* TASK *
Scan the entries below for the word "scale", then copy each line that holds it.

Dataset entries
================
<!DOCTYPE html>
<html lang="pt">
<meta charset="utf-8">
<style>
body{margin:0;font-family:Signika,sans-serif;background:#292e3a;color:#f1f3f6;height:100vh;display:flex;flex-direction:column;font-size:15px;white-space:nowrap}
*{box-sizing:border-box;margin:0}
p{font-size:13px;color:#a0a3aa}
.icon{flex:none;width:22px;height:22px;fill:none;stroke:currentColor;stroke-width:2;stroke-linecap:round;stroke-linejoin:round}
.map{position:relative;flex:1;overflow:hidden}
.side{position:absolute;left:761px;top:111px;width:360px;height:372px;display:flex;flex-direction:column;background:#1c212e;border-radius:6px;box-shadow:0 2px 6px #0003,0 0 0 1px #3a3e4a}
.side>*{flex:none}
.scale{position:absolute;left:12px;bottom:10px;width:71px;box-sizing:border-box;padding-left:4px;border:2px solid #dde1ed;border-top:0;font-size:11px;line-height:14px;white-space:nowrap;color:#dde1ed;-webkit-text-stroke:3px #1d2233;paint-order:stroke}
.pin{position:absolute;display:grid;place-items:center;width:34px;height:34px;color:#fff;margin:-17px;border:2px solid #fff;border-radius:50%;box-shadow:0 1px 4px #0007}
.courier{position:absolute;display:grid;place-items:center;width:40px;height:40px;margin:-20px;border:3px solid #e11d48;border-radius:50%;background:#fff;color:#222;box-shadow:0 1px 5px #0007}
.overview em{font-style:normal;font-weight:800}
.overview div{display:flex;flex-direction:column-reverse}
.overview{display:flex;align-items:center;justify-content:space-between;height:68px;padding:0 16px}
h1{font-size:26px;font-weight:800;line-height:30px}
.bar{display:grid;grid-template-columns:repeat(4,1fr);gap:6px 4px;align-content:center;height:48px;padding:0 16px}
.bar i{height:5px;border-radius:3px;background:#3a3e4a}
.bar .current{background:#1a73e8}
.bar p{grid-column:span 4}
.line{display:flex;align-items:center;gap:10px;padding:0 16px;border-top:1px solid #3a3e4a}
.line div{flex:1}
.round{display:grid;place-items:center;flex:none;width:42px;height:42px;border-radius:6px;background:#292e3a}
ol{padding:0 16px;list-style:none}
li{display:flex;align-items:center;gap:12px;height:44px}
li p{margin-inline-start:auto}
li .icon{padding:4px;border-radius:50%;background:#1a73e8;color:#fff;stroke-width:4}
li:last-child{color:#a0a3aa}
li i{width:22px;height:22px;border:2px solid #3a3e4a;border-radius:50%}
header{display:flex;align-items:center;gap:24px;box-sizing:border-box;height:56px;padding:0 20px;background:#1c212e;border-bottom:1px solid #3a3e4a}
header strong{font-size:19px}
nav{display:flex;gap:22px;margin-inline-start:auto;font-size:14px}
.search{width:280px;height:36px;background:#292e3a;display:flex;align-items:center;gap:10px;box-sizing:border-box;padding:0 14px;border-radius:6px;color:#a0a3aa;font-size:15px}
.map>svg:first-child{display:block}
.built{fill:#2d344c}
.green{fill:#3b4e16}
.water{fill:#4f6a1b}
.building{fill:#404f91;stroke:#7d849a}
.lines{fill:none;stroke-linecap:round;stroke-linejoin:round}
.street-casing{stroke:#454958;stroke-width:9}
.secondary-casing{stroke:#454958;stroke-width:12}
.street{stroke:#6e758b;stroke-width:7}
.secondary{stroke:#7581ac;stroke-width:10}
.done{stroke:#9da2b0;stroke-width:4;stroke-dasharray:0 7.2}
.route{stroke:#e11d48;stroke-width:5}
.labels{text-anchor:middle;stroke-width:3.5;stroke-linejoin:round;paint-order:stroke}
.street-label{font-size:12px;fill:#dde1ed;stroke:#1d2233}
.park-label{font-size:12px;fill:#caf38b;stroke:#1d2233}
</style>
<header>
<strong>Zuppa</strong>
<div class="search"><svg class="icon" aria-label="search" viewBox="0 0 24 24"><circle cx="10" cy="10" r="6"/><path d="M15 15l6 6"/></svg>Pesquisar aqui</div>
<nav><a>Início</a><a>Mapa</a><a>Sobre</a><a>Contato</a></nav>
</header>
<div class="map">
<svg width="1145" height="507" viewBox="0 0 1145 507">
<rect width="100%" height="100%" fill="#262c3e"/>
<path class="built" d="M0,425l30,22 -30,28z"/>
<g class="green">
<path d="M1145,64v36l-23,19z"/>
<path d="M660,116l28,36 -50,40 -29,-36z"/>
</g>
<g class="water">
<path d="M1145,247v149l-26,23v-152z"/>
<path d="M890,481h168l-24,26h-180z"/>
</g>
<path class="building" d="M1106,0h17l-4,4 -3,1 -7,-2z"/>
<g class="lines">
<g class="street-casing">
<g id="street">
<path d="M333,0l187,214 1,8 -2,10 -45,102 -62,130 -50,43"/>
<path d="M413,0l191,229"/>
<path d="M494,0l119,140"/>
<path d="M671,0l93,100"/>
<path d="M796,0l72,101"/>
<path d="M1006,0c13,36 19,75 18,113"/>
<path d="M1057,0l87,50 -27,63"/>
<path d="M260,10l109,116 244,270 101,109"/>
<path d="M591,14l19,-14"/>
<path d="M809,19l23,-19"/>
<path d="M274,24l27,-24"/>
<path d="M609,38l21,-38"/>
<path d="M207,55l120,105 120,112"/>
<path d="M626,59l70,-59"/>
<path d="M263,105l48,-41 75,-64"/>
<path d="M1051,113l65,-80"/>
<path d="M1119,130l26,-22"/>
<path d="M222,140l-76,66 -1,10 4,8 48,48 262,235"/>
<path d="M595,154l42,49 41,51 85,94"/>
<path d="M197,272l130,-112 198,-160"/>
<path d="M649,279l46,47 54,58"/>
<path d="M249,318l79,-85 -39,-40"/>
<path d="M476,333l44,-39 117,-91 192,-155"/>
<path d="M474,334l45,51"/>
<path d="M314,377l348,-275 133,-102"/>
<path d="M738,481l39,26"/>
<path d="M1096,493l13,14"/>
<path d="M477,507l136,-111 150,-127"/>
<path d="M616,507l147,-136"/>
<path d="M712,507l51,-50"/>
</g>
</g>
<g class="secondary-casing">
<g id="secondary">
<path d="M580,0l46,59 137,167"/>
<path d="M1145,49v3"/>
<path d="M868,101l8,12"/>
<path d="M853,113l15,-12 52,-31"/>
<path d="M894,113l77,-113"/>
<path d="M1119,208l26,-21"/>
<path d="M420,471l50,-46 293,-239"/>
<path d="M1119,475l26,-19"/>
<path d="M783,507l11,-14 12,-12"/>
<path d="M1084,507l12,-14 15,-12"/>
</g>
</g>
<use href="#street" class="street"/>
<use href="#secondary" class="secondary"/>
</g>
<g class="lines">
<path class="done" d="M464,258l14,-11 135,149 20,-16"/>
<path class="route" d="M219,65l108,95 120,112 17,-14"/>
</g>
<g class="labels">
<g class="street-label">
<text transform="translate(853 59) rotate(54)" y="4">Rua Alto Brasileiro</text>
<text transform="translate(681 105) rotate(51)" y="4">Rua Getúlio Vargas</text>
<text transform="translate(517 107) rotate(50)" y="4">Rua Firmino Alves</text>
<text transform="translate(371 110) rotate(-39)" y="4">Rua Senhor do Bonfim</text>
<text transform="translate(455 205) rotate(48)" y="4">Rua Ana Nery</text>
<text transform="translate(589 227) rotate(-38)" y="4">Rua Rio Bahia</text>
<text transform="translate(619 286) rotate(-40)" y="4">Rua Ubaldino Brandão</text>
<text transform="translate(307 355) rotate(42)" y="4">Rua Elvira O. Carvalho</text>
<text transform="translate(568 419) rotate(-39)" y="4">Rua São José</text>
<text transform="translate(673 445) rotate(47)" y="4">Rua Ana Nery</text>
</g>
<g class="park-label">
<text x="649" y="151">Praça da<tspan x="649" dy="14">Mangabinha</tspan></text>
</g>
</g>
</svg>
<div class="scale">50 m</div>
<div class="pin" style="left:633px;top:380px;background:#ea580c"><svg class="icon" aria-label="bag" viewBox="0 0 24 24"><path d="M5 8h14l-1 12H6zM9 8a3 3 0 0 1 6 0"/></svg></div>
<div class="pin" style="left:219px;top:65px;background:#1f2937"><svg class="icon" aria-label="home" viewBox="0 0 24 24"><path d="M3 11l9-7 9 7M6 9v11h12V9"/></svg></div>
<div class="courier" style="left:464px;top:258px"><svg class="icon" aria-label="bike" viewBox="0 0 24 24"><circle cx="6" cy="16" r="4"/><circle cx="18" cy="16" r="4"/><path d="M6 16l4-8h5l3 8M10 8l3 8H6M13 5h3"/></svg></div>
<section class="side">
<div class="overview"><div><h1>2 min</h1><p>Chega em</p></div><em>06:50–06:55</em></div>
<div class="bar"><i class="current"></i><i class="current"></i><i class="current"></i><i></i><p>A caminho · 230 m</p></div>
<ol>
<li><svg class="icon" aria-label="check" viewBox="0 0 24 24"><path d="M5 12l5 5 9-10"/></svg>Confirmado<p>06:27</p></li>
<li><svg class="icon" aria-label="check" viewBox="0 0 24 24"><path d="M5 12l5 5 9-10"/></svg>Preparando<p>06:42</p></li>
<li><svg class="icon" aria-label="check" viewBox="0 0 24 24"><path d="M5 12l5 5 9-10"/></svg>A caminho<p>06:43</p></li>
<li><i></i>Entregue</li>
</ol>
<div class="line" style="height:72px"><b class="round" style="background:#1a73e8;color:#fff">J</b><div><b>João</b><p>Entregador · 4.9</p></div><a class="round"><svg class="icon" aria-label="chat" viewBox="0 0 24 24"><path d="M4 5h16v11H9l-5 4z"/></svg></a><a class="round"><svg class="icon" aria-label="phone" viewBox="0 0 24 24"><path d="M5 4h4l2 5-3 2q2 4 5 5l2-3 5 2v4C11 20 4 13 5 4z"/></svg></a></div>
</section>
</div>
================
* REPLY *
.scale{position:absolute;left:12px;bottom:10px;width:71px;box-sizing:border-box;padding-left:4px;border:2px solid #dde1ed;border-top:0;font-size:11px;line-height:14px;white-space:nowrap;color:#dde1ed;-webkit-text-stroke:3px #1d2233;paint-order:stroke}
<div class="scale">50 m</div>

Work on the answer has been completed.